• **Collected data**:
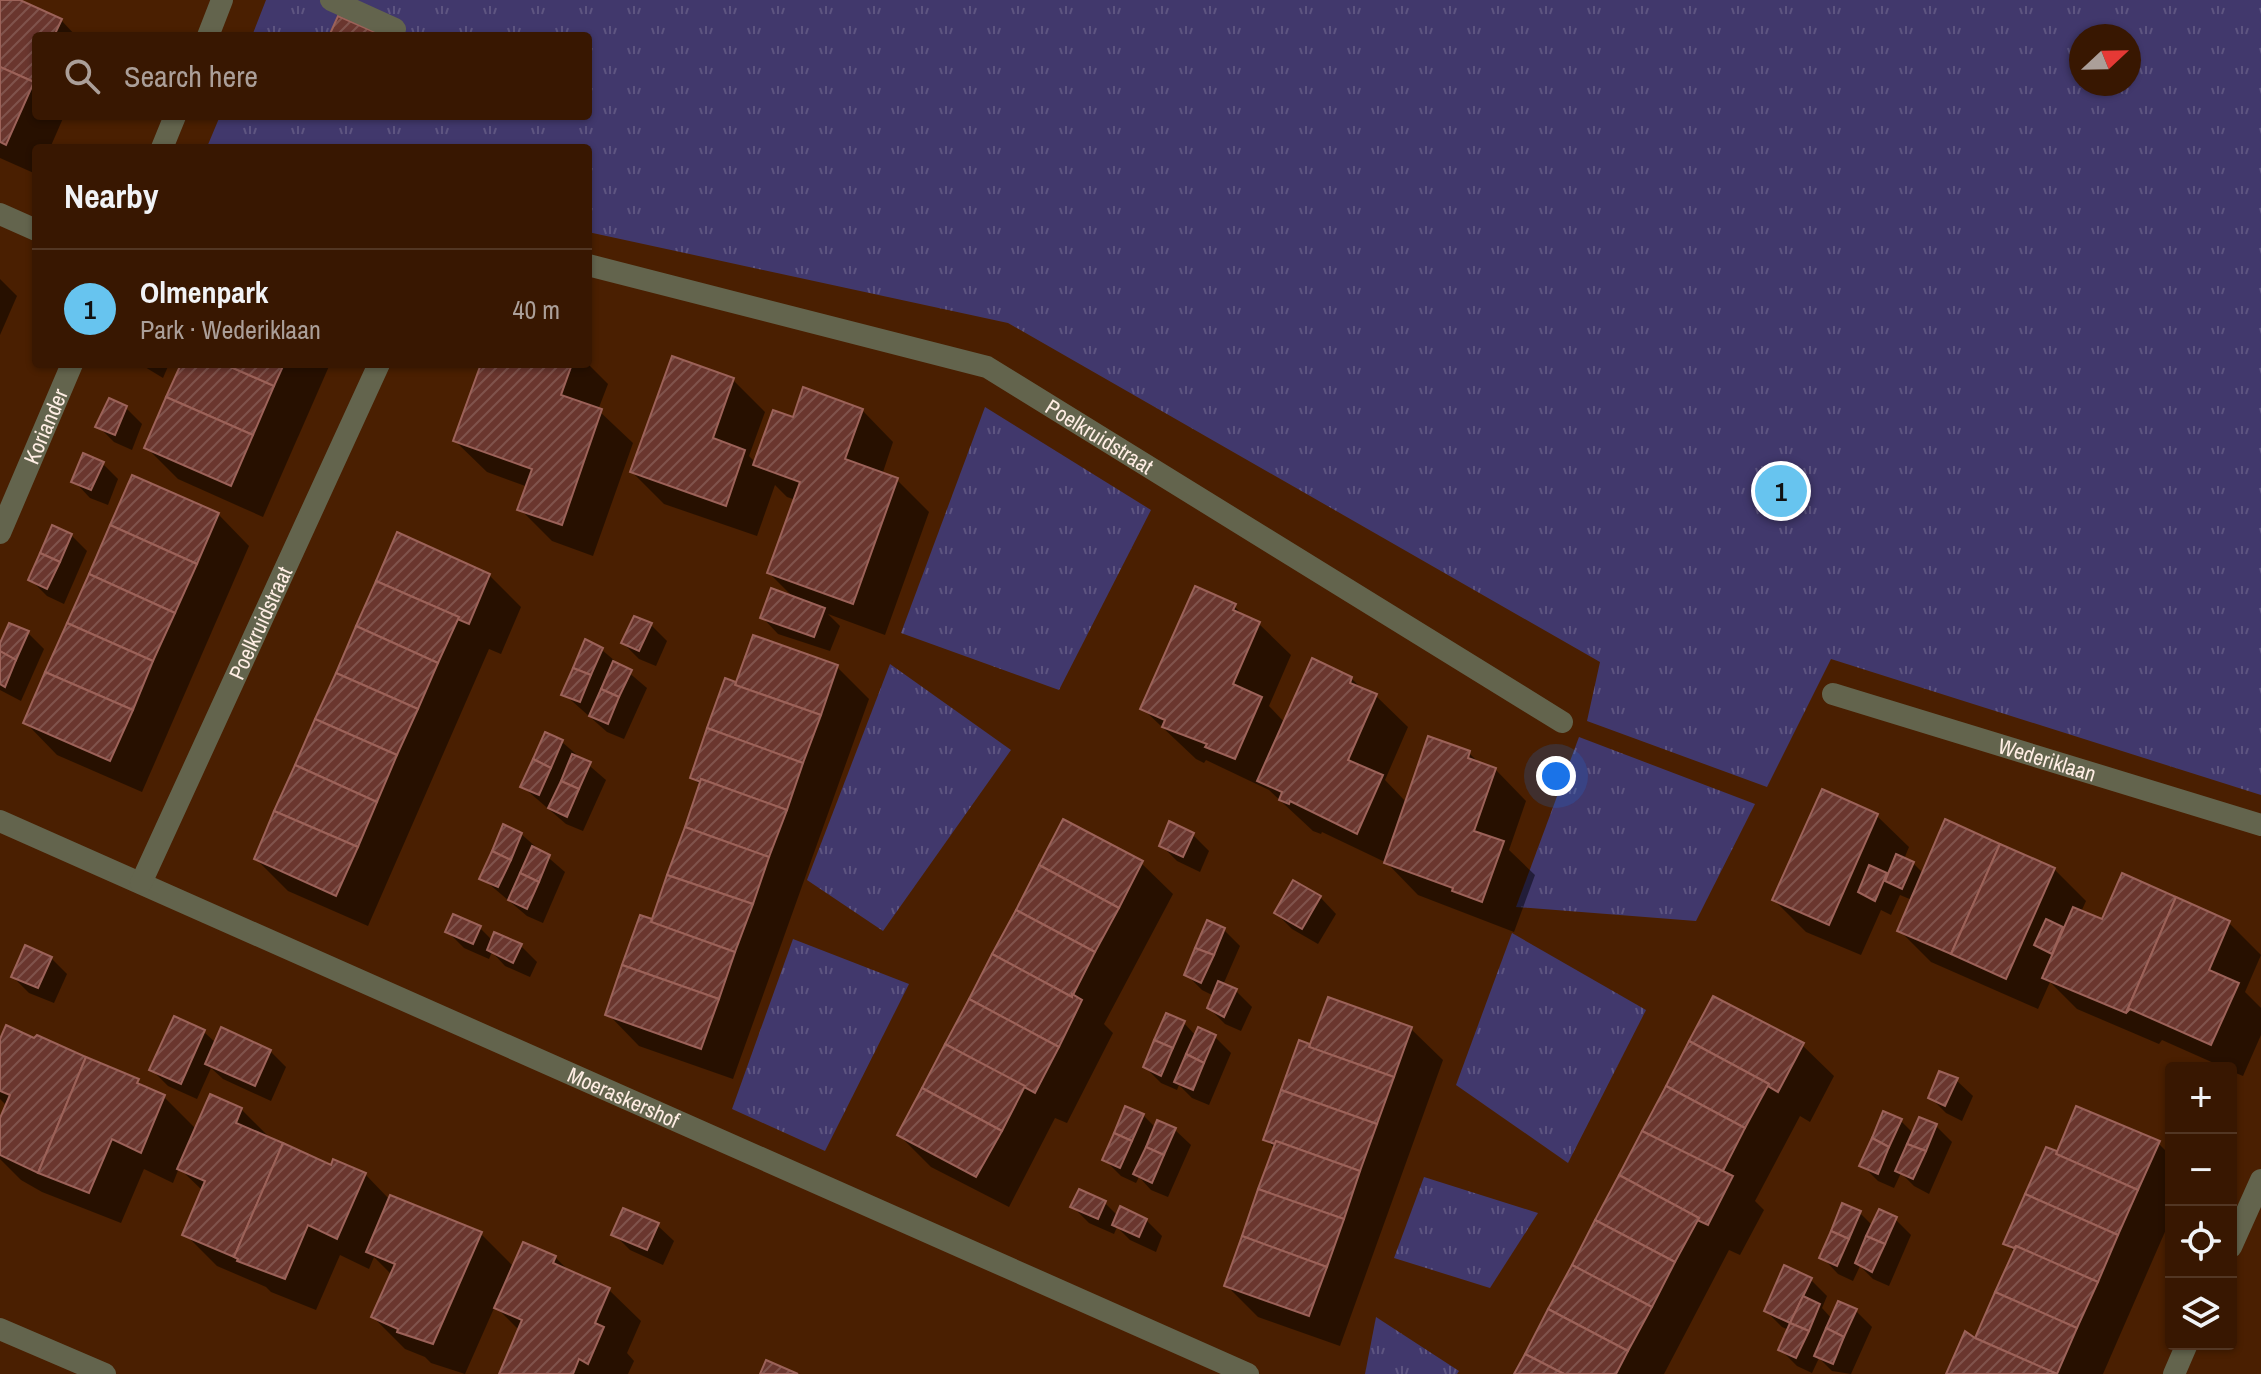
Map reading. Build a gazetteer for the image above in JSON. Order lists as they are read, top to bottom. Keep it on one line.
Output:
{"streets":{"street":["Koriander","Poelkruidstraat","Wederiklaan","Moeraskershof"]},"crossings":[["Poelkruidstraat","Moeraskershof"]],"north":"right","page":{"search":"Search here","heading":"Nearby","list":[{"mark":"1","name":"Olmenpark","note":"Park · Wederiklaan","value":"40 m"}],"pins":"1","map_buttons":["+","−"]}}
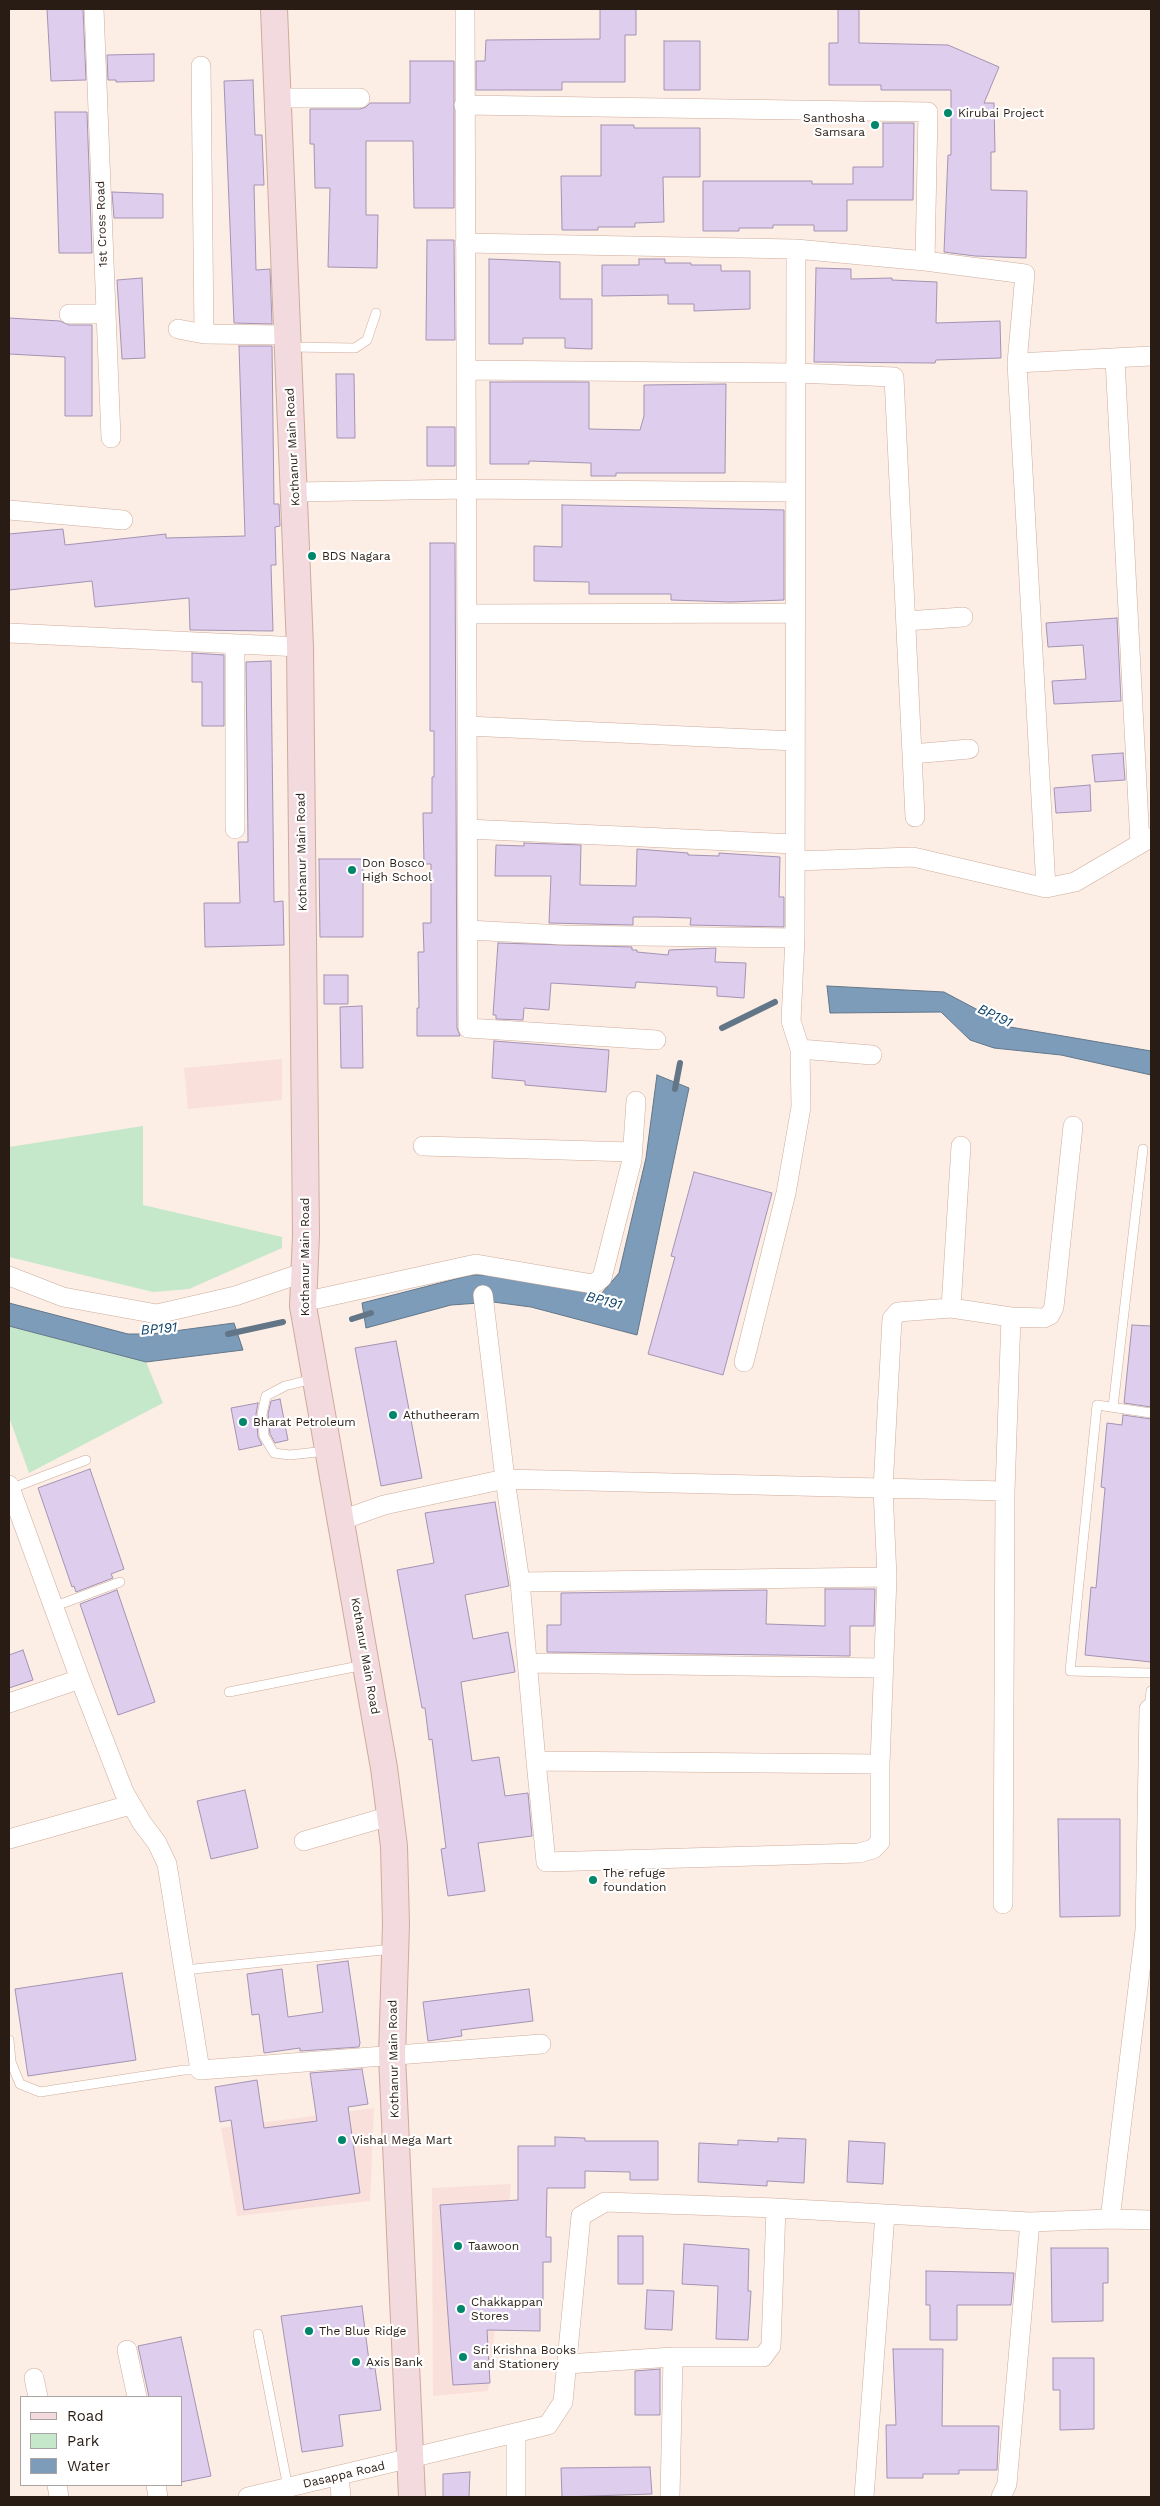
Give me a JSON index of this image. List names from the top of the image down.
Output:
{
  "streets": {
    "main road": ["Kothanur Main Road"],
    "street": ["1st Cross Road", "Dasappa Road"]
  },
  "crossings": [
    ["Kothanur Main Road", "Dasappa Road"]
  ],
  "water": ["BP191"],
  "places": [
    "Kirubai Project",
    "Santhosha Samsara",
    "BDS Nagara",
    "Don Bosco High School",
    "Athutheeram",
    "Bharat Petroleum",
    "The refuge foundation",
    "Vishal Mega Mart",
    "Taawoon",
    "Chakkappan Stores",
    "The Blue Ridge",
    "Sri Krishna Books and Stationery",
    "Axis Bank"
  ],
  "legend": ["Road", "Park", "Water"]
}
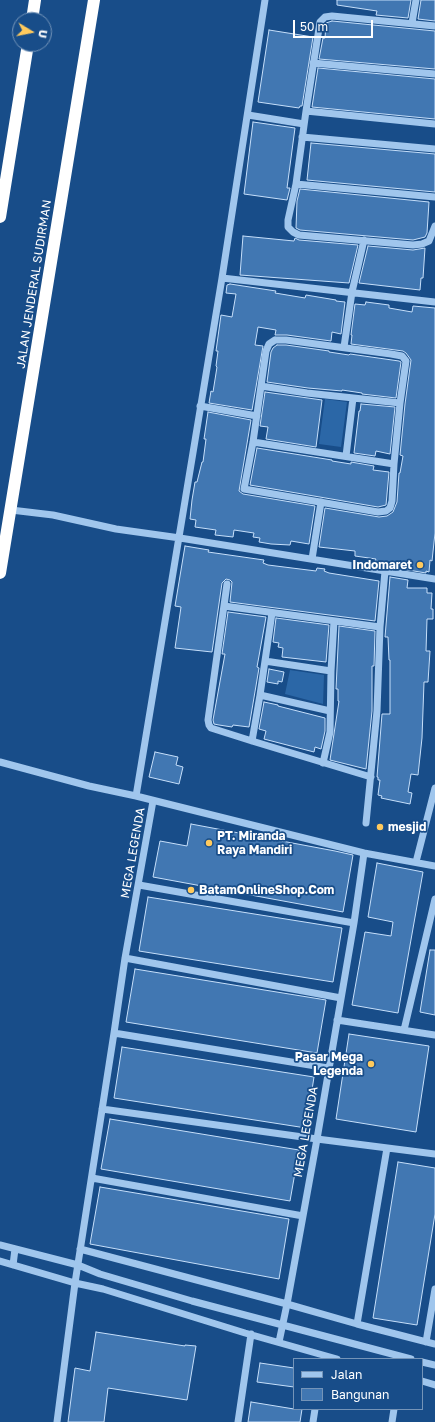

• **PROBLEM**:
Copy every line above word for word and exclude the pictures.

• **RESULT OF THE EXERCISE**:
Map reading. Build a gazetteer for the image above in JSON. Order lists as they are read, top to bottom. Keep it on one line.
Output:
{"streets":{"street":["Koriander","Poelkruidstraat","Wederiklaan","Moeraskershof"]},"crossings":[["Poelkruidstraat","Moeraskershof"]],"north":"right","page":{"search":"Search here","heading":"Nearby","list":[{"mark":"1","name":"Olmenpark","note":"Park · Wederiklaan","value":"40 m"}],"pins":"1","map_buttons":["+","−"]}}
Give me a JSON index of this image. List names from the top of the image down.
Output:
{
  "streets": {
    "main road": ["Kothanur Main Road"],
    "street": ["1st Cross Road", "Dasappa Road"]
  },
  "crossings": [
    ["Kothanur Main Road", "Dasappa Road"]
  ],
  "water": ["BP191"],
  "places": [
    "Kirubai Project",
    "Santhosha Samsara",
    "BDS Nagara",
    "Don Bosco High School",
    "Athutheeram",
    "Bharat Petroleum",
    "The refuge foundation",
    "Vishal Mega Mart",
    "Taawoon",
    "Chakkappan Stores",
    "The Blue Ridge",
    "Sri Krishna Books and Stationery",
    "Axis Bank"
  ],
  "legend": ["Road", "Park", "Water"]
}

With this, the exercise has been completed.